* [ACTIVITY]:
Some lines in the entries contain the word "north". Copy all of them.

** Opening WORKING DATA block **

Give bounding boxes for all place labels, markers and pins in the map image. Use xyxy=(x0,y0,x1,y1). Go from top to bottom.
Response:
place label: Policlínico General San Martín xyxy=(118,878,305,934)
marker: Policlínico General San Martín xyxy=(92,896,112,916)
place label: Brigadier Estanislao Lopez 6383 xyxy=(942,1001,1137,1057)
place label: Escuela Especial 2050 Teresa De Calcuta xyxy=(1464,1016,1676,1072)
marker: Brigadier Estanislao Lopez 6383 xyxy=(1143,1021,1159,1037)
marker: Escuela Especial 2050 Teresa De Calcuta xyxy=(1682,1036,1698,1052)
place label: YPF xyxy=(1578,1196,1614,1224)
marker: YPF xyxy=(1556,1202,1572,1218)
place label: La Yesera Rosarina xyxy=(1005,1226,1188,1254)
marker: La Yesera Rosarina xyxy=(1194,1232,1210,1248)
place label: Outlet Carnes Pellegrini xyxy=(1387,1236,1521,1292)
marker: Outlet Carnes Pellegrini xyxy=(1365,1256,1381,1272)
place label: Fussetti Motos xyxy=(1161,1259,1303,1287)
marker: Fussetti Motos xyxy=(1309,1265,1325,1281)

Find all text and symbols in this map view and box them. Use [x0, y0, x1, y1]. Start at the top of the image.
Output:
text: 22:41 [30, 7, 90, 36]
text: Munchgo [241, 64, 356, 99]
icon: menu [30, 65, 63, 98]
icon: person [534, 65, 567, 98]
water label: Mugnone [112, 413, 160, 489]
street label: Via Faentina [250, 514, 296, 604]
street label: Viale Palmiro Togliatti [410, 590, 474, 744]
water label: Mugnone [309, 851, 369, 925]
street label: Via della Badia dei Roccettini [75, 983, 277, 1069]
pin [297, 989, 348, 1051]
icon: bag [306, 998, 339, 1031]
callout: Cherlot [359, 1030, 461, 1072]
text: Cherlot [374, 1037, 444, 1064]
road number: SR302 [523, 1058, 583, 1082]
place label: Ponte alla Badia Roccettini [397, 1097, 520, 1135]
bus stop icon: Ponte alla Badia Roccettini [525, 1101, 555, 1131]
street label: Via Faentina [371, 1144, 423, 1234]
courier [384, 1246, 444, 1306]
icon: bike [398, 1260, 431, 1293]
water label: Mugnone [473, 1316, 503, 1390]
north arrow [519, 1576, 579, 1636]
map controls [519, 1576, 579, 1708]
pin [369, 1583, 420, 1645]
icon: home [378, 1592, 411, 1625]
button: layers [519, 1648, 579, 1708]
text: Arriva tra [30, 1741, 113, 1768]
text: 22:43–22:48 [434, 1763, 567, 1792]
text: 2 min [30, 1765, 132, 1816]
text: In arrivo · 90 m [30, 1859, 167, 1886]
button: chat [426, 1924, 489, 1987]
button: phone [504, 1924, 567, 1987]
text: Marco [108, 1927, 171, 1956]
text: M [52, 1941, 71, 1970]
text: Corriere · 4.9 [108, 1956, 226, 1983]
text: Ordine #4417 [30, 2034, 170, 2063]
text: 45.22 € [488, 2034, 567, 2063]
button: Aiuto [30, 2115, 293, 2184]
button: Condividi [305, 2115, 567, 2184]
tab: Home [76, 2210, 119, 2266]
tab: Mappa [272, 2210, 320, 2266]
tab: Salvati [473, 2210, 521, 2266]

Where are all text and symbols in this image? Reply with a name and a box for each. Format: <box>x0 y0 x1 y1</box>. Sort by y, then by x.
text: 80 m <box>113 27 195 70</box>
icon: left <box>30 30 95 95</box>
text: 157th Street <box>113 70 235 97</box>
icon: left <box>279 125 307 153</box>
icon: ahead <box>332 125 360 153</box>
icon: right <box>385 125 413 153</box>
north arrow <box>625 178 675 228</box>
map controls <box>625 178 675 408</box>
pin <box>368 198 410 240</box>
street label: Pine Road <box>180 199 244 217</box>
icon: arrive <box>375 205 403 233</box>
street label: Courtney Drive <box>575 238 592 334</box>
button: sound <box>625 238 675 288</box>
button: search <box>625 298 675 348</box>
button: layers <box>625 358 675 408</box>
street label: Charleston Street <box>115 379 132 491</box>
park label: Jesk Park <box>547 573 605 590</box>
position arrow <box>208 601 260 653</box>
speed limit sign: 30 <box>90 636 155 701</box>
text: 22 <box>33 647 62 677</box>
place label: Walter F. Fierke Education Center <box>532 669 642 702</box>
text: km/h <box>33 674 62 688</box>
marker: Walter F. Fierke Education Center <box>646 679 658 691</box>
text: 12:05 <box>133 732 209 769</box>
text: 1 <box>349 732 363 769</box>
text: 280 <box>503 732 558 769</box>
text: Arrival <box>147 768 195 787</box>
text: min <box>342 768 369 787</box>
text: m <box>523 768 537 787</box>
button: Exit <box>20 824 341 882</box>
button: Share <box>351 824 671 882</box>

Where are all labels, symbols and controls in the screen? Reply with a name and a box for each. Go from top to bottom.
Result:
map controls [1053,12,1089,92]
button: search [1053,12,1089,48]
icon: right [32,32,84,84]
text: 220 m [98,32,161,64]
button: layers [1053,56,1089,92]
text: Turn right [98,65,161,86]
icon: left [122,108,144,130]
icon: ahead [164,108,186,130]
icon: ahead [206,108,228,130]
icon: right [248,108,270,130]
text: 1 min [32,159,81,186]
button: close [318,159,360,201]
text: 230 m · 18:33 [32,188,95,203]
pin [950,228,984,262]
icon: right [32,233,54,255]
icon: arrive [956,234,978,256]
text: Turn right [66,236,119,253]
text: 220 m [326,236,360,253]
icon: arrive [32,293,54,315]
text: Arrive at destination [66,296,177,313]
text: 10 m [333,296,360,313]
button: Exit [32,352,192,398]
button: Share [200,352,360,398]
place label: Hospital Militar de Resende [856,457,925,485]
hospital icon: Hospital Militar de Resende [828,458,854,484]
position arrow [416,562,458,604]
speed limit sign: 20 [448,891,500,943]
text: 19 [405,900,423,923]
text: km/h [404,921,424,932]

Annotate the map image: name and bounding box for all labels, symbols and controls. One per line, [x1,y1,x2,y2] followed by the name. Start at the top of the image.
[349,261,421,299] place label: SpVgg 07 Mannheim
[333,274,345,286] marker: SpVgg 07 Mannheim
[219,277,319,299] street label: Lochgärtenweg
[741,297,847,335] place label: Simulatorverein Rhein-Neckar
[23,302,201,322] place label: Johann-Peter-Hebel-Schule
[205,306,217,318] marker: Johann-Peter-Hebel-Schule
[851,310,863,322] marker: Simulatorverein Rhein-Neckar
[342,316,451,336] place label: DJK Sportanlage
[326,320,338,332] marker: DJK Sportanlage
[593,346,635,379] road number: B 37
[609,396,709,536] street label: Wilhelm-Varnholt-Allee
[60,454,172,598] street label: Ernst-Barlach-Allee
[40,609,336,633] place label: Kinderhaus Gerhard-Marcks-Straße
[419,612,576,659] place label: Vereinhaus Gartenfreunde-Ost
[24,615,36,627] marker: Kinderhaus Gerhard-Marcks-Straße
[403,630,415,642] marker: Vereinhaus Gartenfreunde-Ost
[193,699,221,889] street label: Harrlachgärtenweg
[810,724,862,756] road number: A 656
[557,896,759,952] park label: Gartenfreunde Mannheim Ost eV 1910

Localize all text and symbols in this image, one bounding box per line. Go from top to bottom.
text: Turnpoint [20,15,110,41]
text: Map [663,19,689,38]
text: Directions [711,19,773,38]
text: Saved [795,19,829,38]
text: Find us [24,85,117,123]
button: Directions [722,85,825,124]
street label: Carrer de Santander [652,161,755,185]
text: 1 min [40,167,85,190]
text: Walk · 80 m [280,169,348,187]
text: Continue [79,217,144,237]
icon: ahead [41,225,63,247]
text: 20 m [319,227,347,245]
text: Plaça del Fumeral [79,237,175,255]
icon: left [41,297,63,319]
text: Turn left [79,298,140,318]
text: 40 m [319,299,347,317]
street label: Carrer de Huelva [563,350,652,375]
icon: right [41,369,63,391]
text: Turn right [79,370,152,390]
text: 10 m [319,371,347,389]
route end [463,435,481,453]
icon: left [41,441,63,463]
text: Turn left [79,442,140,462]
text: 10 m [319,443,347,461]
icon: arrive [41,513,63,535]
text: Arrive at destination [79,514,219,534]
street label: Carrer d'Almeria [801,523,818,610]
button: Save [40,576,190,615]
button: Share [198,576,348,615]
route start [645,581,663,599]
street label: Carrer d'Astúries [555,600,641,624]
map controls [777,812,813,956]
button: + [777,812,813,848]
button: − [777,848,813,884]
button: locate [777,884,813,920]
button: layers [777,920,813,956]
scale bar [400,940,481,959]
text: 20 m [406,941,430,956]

** Closing WORKING DATA block **

* [SOLUTION FOR THIS EXERCISE]:
north arrow [519, 1576, 579, 1636]
north arrow <box>625 178 675 228</box>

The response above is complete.